### About this task:
The data below should be restated word for word, with every picture omitted.

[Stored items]
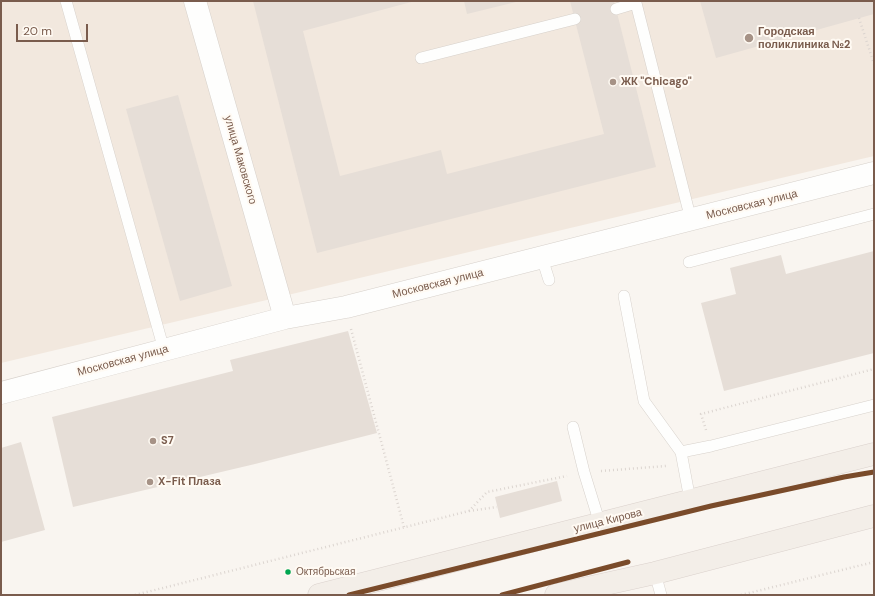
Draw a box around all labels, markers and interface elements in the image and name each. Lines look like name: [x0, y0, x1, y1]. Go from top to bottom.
scale bar: [18, 16, 90, 42]
text: 20 m: [23, 23, 52, 39]
place label: Городская поликлиника №2: [758, 25, 850, 51]
marker: Городская поликлиника №2: [743, 32, 755, 44]
place label: ЖК "Chicago": [621, 75, 692, 89]
marker: ЖК "Chicago": [608, 77, 618, 87]
street label: улица Маковского: [221, 114, 259, 206]
street label: Московская улица: [705, 187, 799, 223]
street label: Московская улица: [391, 266, 485, 302]
street label: Московская улица: [76, 343, 170, 379]
place label: S7: [161, 434, 174, 448]
marker: S7: [148, 436, 158, 446]
place label: X-Fit Плаза: [158, 475, 221, 489]
marker: X-Fit Плаза: [145, 477, 155, 487]
street label: улица Кирова: [573, 506, 643, 536]
place label: Октябрьская: [296, 566, 355, 578]
marker: Октябрьская: [283, 567, 293, 577]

### Reply to the task:
Draw a box around all labels, markers and interface elements in the image and name each. Lines look like name: [x0, y0, x1, y1]. Go from top to bottom.
scale bar: [18, 16, 90, 42]
text: 20 m: [23, 23, 52, 39]
place label: Городская поликлиника №2: [758, 25, 850, 51]
marker: Городская поликлиника №2: [743, 32, 755, 44]
place label: ЖК "Chicago": [621, 75, 692, 89]
marker: ЖК "Chicago": [608, 77, 618, 87]
street label: улица Маковского: [221, 114, 259, 206]
street label: Московская улица: [705, 187, 799, 223]
street label: Московская улица: [391, 266, 485, 302]
street label: Московская улица: [76, 343, 170, 379]
place label: S7: [161, 434, 174, 448]
marker: S7: [148, 436, 158, 446]
place label: X-Fit Плаза: [158, 475, 221, 489]
marker: X-Fit Плаза: [145, 477, 155, 487]
street label: улица Кирова: [573, 506, 643, 536]
place label: Октябрьская: [296, 566, 355, 578]
marker: Октябрьская: [283, 567, 293, 577]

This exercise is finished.